The cost of fraud to the UK pensions sector is estimated to be around £6bn ($7.8bn, €6.9bn) per year, according to research undertaken by national audit, tax, advisory and risk firm Crowe, in conjunction with the University of Portsmouth Centre for Counter Fraud Studies.

Private pensions are the most vulnerable, with Crowe’s research putting the loss from investment fraud and payment fraud at £2.88bn and £1.68bn a year, respectively.

An additional £330m is lost to payroll and purchasing fraud, while UK government and public sector pensions are estimated to be losing £1.1bn a year.

Call for action

Jim Gee, partner and head of counter fraud at Crowe, said: “Fraud has a serious and detrimental impact on the quality of life across every sector and region of the country.

“In respect of pensions, fraud undermines the value of income for people at a crucial time of life when sources of income are more limited and the chances of financial recovery are reduced.

“It is time for the industry to review whether it is doing enough.

“A pension, in many ways, represents a life’s work.
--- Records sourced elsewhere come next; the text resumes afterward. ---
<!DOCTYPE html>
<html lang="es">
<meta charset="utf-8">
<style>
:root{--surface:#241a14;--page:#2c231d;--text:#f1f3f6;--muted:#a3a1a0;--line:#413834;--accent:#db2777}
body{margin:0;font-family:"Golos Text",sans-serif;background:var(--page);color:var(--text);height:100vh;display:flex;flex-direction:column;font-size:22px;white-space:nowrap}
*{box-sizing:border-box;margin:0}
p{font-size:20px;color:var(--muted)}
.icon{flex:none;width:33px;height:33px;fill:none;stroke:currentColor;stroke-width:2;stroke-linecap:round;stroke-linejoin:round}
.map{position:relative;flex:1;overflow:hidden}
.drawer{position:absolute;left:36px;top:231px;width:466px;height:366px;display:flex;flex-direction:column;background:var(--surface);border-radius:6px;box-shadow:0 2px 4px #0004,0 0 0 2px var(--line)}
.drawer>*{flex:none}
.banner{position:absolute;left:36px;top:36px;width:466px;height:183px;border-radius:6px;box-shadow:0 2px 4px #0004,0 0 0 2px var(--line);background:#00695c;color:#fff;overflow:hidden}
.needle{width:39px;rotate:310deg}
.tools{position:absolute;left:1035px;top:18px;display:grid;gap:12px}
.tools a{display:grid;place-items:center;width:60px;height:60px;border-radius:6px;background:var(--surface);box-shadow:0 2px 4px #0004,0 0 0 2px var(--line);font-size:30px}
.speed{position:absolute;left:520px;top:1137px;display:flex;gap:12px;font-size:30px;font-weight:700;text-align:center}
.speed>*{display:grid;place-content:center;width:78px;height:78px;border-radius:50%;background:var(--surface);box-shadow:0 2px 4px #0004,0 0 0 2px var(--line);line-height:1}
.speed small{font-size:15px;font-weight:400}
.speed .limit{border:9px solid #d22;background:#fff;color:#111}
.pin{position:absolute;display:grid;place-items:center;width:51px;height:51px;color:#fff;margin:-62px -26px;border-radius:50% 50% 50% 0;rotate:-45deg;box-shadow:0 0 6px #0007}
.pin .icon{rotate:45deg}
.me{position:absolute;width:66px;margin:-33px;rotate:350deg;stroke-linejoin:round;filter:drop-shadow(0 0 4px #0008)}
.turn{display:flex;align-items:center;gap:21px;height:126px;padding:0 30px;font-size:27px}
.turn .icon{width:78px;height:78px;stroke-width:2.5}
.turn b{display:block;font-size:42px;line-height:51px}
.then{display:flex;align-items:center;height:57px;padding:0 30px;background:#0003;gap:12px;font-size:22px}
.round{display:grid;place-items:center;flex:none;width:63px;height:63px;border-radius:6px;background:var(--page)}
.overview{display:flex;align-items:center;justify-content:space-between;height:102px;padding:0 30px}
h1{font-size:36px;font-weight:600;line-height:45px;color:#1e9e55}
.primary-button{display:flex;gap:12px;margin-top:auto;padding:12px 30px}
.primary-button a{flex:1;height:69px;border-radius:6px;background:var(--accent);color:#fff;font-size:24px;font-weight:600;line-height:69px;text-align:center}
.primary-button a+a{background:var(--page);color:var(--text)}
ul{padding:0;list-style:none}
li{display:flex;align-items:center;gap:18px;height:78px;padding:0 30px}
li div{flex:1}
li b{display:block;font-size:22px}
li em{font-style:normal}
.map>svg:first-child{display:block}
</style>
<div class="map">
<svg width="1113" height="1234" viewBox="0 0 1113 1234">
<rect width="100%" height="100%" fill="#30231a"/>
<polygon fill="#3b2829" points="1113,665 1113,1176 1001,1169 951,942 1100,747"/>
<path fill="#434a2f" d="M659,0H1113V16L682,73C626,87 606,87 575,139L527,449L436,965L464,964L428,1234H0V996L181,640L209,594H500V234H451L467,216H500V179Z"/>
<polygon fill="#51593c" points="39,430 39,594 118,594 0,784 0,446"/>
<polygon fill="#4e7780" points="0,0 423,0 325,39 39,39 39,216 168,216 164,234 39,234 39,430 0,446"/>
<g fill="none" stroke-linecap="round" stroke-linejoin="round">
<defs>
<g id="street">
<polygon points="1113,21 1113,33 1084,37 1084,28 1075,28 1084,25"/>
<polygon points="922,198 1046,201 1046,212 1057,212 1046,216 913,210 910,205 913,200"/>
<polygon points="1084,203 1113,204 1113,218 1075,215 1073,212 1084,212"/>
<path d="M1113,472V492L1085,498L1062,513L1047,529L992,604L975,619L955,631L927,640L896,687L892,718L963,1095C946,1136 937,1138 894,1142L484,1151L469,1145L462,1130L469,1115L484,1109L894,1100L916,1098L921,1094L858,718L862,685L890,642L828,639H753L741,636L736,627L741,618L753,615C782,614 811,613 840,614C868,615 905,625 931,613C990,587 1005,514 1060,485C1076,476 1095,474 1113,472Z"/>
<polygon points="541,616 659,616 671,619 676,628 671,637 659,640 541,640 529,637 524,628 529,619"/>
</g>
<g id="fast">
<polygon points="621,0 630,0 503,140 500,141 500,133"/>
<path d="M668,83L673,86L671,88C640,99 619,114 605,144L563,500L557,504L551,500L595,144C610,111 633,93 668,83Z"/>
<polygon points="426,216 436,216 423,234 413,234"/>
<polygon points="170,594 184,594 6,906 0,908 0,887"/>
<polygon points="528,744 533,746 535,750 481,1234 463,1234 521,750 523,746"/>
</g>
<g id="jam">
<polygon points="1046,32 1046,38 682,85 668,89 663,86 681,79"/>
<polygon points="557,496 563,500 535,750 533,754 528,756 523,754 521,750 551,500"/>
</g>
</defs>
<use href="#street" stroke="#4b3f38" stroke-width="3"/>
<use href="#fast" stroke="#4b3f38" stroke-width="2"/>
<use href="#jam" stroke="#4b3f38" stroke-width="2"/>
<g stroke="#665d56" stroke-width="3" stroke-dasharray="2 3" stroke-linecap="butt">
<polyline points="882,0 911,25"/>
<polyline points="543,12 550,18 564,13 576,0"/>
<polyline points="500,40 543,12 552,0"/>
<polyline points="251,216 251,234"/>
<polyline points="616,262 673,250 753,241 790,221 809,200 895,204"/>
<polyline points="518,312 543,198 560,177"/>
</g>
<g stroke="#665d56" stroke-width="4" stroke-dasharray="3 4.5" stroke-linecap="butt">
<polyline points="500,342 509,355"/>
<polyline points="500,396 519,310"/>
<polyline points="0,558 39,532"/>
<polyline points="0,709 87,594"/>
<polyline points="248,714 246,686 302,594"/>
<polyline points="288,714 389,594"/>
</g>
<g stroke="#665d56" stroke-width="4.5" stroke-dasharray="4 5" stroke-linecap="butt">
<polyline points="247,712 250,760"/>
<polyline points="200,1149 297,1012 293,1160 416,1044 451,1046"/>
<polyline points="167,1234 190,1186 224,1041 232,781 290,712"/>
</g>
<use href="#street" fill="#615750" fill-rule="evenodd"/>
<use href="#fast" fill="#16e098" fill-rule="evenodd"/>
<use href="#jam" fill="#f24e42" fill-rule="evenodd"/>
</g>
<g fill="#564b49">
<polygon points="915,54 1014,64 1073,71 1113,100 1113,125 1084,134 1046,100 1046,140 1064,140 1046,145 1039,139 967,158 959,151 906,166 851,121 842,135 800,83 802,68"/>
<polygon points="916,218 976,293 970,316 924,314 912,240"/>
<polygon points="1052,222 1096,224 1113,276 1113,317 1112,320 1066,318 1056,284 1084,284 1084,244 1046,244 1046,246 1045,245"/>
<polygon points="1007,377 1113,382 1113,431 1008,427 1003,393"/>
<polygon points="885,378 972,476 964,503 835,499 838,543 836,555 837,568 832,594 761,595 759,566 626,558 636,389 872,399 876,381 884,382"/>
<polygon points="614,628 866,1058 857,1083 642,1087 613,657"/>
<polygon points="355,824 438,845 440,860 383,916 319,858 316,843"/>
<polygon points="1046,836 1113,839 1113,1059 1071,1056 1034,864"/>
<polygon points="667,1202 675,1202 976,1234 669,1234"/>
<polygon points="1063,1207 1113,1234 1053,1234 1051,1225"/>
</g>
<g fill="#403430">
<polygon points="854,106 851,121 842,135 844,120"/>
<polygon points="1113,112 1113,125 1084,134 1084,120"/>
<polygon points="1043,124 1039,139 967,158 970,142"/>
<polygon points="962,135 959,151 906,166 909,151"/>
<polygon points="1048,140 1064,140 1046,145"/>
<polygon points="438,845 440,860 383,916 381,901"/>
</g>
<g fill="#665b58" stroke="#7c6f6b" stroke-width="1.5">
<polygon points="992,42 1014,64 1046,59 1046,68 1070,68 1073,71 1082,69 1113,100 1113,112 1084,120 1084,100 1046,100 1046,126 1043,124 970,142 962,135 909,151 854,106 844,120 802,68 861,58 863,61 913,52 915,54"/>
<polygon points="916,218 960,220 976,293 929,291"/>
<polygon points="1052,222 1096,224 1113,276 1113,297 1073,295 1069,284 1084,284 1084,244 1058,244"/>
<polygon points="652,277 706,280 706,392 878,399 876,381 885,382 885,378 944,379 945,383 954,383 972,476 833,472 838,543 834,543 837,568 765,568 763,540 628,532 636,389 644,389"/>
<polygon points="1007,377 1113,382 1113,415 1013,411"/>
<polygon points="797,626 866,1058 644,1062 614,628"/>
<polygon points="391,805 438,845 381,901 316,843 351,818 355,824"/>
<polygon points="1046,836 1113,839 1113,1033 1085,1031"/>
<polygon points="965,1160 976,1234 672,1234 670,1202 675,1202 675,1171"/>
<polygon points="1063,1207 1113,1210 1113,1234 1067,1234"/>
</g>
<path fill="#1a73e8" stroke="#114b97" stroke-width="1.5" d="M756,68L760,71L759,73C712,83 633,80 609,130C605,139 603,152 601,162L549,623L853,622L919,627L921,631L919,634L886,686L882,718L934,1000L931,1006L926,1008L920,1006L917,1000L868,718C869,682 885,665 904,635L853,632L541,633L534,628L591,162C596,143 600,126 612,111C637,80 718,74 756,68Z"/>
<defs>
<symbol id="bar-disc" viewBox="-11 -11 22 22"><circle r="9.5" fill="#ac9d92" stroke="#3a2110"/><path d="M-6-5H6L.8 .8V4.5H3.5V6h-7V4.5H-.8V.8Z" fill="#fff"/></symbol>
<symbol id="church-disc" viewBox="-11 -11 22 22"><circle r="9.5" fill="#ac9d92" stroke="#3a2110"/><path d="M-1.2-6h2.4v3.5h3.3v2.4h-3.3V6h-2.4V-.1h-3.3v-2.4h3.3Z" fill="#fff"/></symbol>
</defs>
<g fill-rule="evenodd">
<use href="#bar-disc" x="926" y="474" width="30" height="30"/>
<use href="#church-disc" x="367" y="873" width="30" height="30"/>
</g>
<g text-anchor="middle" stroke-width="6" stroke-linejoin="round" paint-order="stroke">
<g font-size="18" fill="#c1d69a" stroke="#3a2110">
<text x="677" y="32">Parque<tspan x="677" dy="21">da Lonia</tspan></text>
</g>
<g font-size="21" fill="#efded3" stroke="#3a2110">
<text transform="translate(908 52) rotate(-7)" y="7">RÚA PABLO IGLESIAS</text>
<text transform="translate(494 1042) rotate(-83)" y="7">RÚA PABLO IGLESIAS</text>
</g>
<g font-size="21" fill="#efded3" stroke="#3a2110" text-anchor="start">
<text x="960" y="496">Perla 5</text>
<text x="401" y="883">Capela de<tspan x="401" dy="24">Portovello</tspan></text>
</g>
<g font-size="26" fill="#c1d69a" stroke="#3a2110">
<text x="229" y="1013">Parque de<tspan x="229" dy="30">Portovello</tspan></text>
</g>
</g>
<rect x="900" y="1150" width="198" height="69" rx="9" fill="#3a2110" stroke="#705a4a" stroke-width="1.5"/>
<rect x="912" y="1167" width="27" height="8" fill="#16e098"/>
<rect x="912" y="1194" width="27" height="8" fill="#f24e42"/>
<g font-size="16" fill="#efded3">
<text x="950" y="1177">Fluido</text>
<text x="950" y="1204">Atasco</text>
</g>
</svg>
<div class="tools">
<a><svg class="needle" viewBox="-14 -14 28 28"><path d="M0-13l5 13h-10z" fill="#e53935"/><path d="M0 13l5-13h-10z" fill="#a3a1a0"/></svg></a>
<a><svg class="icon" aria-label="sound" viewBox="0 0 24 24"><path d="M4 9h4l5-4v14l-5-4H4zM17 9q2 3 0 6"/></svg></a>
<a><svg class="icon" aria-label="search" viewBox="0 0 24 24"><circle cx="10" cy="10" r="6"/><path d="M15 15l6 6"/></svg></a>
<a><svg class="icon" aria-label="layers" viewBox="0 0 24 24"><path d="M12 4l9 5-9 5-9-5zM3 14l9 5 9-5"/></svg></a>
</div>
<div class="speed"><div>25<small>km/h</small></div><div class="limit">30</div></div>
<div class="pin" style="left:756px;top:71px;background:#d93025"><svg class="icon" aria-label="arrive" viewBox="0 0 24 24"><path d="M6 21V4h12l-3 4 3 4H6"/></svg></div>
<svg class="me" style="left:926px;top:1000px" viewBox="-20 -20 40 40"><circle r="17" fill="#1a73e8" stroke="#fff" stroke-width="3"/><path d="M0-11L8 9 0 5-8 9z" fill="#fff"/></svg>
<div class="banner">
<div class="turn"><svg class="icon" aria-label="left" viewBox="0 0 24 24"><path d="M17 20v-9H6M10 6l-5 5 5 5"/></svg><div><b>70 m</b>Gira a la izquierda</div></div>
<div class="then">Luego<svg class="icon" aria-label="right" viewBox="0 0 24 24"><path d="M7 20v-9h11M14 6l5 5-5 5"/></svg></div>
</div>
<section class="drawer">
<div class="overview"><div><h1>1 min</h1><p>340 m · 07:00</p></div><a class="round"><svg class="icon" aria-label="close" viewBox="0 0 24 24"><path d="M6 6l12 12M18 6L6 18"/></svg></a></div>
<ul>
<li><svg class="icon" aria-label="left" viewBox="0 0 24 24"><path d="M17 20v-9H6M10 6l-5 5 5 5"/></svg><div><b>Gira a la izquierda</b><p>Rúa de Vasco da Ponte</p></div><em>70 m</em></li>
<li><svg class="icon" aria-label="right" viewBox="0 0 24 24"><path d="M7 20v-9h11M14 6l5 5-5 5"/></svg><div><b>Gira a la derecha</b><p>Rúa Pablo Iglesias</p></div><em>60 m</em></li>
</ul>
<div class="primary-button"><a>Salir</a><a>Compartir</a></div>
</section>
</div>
The industry must better protect the fruits of peoples’ labour, rather than funding early retirement for undeserving fraudsters.”

Pension sector at risk

The report said that the pensions sector remains at critical risk to fraud, “given the scale, sum and diversity of investments pension schemes are responsible for, combined with counter fraud and cybercrime processes, which are not yet fully adapted to very rapidly evolving threats”.

Retirees and prospective pension beneficiaries “are also seen by fraudsters as easy targets, particularly if documents can be easily purchased, corrupted or faked”.

Scams that targets future pensioners can range from:

  • Fraudulent activity related to pensions liberation reforms;
  • Fraud and error arising from bad or negligent administrative actors;
  • Inappropriate investments; and,
  • Targeting of schemes by external fraudsters.

Crowe said that some of the “chief risks to the pensions sector are internal fraud, identity fraud and cybercrime”.